Three years ago, Filippo Fraternali and his colleagues spotted half a dozen mysteriously diffuse galaxies, which looked like sprawling cities of stars and gas. But unlike almost every other galaxy we’ve ever seen, including our own Milky Way, they didn’t appear to be surrounded by huge masses of dark matter, which would normally hold these stellar metropolises together with their gravity. Scientists chose one to zoom in, a modestly sized galaxy about 250,000 light years away, and pointed the 27 antennas of the Very Large Array radio telescope in New Mexico at it.
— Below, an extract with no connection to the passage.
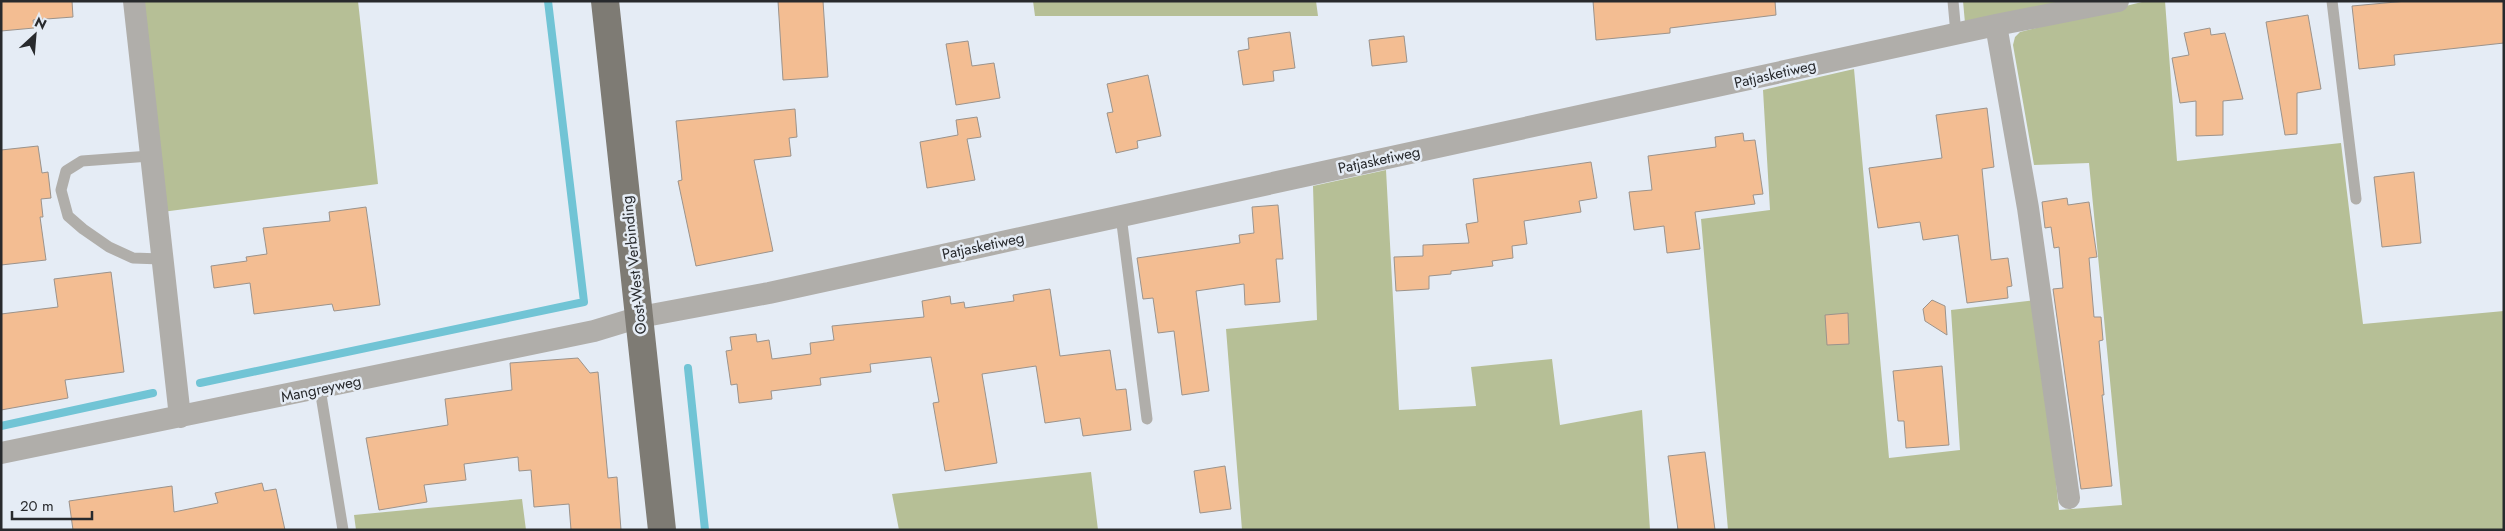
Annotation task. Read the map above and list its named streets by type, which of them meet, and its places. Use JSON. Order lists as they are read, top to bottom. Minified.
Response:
{"streets":{"main road":["Oost-West Verbinding"],"street":["Patjasketiweg","Mangreyweg"]},"crossings":[["Patjasketiweg","Oost-West Verbinding"],["Patjasketiweg","Mangreyweg"],["Oost-West Verbinding","Mangreyweg"]],"scale_bar":"20 m","north":"top right"}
After collecting 40 hours of data, they mapped the stars and gas and confirmed what previous snapshots had suggested: Fraternali, an astronomer at the Kapteyn Institute of Astronomy at the University of Groningen in the Netherlands. If the team or its competitors find more such galaxies, it could be a challenge for scientists. view dark matter, the dominant perspective in the field for at least 20 years. Fraternali and his team published their findings in December in the Monthly notices from the Royal Astronomical Society.
Based on decades of telescope observations and computer simulations, scientists have come to view dark matter as the hidden skeleton of the cosmos; its “joints” are massive clusters of invisible particles that house galaxies large and small. But Fraternali is not the first to see an exception to this rule. A few years ago, Pieter van Dokkum, astronomer at Yale, and his colleagues discovered similar galaxies with the hubble telescope which also seemed to lack dark matter. “These galaxies that we found in 2018, they created a lot of controversy, discussion and follow-up work because they were unexpected and hard to explain,” van Dokkum said.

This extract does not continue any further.